Transaction Level Modelling in SystemC
Technical Session 2
The 7th Heaven of System Level Design
Mark Burton, Engineering Manager Arm Ltd.
Abstract
This talk will describe the Transaction Levels of modeling within SystemC. The various abstraction levels within Transaction Level Modeling (TLM) are identified, and the overview of the APIs is given. Three main TLM levels will be defined: Programmers View (PV), Programmers View plus Timing (PVT) and Cycle Callable (CC). Programmers View captures the behavior of the hardware components, as seen by the embedded software developer. The model is bit-true, register accurate, no clock, no timing, enough synchronization to enable correct functionality. Transactions at this level represent information which may be passed over a number of cycles. The interface is blocking and reactive.
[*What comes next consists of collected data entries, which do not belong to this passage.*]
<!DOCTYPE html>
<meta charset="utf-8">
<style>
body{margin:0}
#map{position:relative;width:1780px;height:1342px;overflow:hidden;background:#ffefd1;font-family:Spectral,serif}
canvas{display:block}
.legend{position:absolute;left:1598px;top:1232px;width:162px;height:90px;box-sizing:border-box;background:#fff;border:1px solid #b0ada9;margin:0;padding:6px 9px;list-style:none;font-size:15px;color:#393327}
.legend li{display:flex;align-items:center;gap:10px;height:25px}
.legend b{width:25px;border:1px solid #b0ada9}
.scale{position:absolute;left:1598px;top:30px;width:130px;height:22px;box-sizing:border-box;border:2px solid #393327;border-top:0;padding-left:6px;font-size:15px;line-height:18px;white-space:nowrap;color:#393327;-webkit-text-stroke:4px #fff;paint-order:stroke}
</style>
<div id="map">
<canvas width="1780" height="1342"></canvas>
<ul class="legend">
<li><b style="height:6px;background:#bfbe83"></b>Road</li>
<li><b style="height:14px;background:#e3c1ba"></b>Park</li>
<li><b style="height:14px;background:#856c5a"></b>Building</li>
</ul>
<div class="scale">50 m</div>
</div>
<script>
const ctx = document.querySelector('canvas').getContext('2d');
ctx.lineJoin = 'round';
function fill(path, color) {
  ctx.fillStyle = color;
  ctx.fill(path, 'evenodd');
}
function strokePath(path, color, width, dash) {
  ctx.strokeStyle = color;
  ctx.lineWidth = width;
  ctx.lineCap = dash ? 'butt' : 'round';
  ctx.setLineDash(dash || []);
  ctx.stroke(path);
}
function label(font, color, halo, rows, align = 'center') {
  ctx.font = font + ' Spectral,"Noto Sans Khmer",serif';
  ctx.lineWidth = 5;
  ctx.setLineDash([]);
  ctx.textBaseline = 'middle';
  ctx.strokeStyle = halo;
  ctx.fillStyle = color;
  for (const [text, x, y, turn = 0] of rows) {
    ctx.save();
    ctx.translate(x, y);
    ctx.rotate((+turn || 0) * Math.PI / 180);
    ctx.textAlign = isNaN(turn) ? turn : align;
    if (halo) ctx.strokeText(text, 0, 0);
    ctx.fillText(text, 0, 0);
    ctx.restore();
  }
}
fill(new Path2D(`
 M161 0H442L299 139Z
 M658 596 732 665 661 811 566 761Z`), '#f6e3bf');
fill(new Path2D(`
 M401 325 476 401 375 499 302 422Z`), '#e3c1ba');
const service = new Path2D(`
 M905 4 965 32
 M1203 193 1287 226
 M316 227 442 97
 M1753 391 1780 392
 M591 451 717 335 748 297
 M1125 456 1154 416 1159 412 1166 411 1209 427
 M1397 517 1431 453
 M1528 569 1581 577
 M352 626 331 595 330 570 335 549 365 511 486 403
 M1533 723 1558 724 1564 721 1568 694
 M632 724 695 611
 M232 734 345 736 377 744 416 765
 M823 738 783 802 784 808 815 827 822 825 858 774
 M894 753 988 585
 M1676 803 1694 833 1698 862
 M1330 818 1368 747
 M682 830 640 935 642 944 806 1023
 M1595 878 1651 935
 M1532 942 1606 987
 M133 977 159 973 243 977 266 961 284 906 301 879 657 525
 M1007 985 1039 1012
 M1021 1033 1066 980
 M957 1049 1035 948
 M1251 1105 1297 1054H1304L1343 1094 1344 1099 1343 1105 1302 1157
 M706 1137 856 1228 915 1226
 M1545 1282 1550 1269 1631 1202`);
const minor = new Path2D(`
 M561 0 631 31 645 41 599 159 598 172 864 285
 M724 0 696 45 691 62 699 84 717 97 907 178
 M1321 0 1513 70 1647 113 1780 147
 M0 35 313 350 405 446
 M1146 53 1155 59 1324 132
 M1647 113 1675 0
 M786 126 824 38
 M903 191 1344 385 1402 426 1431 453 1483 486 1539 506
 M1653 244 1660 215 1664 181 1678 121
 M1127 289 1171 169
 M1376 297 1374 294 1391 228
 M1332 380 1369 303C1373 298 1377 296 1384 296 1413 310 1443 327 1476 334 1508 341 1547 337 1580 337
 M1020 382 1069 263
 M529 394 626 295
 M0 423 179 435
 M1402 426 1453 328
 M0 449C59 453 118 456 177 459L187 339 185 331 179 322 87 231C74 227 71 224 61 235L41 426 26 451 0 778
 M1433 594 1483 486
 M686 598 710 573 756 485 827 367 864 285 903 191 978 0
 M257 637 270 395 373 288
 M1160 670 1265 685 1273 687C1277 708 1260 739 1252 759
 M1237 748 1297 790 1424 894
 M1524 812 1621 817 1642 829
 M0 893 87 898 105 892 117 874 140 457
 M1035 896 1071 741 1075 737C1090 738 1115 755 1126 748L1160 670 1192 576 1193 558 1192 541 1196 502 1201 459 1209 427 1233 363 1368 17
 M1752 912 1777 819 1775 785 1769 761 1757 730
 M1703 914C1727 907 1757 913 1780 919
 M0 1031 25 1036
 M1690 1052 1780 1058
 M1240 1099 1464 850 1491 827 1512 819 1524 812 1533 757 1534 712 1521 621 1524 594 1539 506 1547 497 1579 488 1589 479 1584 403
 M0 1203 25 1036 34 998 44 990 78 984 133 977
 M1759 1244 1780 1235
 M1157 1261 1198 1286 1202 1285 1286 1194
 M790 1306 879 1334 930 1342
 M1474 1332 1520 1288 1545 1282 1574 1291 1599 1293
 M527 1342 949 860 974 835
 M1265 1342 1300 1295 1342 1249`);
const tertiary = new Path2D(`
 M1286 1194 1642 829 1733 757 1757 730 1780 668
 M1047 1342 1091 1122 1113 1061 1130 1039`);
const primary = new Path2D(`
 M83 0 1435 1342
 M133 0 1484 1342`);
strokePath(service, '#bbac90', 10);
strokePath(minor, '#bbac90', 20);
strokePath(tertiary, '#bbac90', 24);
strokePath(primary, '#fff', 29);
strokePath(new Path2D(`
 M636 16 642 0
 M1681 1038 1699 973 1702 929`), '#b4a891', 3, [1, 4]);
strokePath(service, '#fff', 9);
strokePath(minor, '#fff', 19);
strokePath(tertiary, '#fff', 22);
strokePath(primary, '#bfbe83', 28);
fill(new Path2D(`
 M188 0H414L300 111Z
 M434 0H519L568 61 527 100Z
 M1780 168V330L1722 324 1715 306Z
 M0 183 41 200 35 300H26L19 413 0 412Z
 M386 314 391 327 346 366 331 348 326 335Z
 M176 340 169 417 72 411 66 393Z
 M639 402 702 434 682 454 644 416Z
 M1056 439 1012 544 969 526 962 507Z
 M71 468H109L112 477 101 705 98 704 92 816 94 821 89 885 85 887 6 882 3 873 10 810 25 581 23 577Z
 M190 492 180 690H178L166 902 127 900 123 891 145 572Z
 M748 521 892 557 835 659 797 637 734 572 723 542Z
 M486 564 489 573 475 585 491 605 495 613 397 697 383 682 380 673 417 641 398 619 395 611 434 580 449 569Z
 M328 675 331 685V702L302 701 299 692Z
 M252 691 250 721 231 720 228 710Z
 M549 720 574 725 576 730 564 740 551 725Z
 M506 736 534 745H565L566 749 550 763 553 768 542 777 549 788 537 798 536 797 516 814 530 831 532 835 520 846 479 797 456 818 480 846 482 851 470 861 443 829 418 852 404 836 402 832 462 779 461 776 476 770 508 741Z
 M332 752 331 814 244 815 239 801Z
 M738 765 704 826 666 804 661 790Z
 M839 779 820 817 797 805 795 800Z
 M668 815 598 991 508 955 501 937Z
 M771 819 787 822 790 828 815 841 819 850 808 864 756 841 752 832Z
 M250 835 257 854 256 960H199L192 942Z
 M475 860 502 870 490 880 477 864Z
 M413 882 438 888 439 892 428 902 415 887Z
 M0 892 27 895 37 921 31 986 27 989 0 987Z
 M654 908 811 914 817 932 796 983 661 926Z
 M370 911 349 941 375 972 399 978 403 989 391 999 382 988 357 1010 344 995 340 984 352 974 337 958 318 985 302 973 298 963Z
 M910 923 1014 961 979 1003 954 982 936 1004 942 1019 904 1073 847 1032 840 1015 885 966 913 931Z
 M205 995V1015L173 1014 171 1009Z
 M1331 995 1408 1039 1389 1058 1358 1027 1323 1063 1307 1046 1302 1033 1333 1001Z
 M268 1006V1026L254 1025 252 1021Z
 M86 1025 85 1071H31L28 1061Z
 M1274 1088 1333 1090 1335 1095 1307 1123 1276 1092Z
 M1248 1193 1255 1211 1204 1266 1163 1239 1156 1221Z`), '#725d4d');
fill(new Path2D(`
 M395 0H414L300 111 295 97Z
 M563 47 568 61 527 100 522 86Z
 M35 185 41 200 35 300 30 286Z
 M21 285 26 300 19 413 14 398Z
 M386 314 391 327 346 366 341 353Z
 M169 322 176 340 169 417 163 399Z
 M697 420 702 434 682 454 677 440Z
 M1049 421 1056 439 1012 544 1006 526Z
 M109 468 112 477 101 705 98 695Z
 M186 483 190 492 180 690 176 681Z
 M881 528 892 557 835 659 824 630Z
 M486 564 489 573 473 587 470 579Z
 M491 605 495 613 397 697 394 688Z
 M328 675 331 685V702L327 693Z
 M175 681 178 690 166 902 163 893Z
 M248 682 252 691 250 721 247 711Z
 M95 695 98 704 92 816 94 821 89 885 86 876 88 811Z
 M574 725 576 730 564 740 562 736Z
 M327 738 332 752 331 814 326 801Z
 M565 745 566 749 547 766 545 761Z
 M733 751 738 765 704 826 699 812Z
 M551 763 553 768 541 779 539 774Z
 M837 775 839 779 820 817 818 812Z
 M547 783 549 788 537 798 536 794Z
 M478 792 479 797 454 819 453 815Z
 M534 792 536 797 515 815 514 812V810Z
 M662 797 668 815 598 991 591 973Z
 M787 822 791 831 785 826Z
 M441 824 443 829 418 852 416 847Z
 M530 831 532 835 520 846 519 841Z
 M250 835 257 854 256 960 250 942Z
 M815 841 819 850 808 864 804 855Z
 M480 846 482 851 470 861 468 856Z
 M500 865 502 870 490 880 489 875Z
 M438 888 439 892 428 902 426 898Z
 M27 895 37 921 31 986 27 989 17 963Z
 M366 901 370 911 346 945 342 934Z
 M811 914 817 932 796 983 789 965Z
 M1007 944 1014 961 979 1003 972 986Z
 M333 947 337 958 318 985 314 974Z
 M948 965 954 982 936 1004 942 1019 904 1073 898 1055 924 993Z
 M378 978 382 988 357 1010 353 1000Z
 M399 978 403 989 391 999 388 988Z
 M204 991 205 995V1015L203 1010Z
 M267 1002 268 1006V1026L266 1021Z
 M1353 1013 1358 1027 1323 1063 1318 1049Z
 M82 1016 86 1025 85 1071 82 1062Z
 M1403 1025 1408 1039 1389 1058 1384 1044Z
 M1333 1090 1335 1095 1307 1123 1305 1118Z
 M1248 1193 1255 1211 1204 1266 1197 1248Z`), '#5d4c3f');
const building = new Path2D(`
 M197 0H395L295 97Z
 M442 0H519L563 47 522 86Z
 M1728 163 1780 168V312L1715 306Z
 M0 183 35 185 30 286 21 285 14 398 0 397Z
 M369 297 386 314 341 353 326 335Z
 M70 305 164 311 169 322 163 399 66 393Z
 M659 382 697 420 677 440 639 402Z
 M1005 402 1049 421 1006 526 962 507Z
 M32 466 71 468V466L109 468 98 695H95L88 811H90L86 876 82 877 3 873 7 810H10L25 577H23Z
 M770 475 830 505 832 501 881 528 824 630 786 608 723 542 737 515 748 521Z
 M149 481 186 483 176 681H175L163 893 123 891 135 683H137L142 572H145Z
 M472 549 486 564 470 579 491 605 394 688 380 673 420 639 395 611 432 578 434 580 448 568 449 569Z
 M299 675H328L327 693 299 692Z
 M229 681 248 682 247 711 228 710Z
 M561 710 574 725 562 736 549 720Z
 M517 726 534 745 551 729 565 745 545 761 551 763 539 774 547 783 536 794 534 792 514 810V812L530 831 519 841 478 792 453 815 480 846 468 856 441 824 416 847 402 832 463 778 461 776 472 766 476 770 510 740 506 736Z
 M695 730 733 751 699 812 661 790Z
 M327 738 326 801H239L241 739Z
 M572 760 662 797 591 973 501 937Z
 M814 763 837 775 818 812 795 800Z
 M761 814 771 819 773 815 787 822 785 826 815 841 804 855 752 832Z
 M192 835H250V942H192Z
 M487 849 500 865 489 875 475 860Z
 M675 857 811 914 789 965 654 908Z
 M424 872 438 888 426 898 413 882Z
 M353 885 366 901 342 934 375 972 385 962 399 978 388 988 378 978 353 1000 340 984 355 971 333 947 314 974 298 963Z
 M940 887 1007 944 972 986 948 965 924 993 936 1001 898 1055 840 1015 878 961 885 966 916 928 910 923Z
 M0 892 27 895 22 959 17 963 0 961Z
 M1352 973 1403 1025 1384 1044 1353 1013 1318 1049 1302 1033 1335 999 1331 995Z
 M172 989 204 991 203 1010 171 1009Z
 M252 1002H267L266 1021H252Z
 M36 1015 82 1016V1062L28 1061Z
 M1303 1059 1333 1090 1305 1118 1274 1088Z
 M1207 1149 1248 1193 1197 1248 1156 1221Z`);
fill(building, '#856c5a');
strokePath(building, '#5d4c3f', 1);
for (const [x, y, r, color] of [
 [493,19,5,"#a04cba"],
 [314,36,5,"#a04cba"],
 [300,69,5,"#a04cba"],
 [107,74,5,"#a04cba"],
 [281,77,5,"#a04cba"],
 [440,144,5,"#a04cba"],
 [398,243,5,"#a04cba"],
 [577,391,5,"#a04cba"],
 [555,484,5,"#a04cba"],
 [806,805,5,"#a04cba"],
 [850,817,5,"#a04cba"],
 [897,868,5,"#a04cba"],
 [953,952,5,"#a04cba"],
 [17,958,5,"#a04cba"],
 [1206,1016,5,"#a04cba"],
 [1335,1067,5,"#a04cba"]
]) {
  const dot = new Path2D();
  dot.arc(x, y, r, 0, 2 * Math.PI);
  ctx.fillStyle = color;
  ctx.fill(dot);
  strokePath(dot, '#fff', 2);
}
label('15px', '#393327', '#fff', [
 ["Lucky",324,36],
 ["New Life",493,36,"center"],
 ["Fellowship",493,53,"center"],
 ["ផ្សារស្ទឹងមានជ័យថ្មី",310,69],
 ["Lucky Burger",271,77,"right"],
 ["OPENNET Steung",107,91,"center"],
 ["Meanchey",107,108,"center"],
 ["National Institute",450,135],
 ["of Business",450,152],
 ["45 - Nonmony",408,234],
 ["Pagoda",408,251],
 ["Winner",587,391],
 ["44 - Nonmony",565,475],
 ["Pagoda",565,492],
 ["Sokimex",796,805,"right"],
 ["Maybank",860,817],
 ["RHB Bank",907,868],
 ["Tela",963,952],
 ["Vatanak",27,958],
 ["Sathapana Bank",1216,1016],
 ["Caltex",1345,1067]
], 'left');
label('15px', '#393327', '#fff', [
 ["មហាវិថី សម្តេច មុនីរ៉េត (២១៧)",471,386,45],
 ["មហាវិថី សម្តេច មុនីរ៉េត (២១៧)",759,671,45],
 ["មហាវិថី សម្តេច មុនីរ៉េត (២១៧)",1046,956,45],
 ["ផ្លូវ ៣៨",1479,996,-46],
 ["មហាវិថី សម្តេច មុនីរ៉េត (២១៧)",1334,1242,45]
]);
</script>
Programmers View plus Timing inherits the PV model and includes timing and other benchmarking or debugging information. Additionally, there is synchronization with the system clock. In all other ways, it is identical to the PV. Cycle Callable is clocked, can use abstract data types, and is statically schedulable. Data is transferred by polling, not by reactive function calls. Transactions at this level represent the information passed in one cycle. Each module is refined to model the cycle behavior of the IP (pipelining, communication protocols and structures, out-of-order computations, split responses, etc.). The talk will give some details of ARM's proposed implementation of these levels and how they fit into a design flow.
Curriculum Vitae
Mark Burton gained a BEng in Computer Systems Engineering from Warwick University and his PhD from Leeds University. Since then he has worked at Inmos implementing the ALU for the T9000 Microprocessor. At ACRI he designed and implemented the modeling and validation strategy. While at ARM, Mark has been responsible for implementing a number of innovative modeling strategies. He is now the engineering manager responsible for ARM's Models and Modeling Technologies. Mark is also the chair of the OSCI SystemC Transaction Level Modeling Group, which is currently defining how modeling should be done across a number of abstraction levels. ARM's Modeling group’s mission is to be the global center of excellence in terms of both models, and their application to a design flow.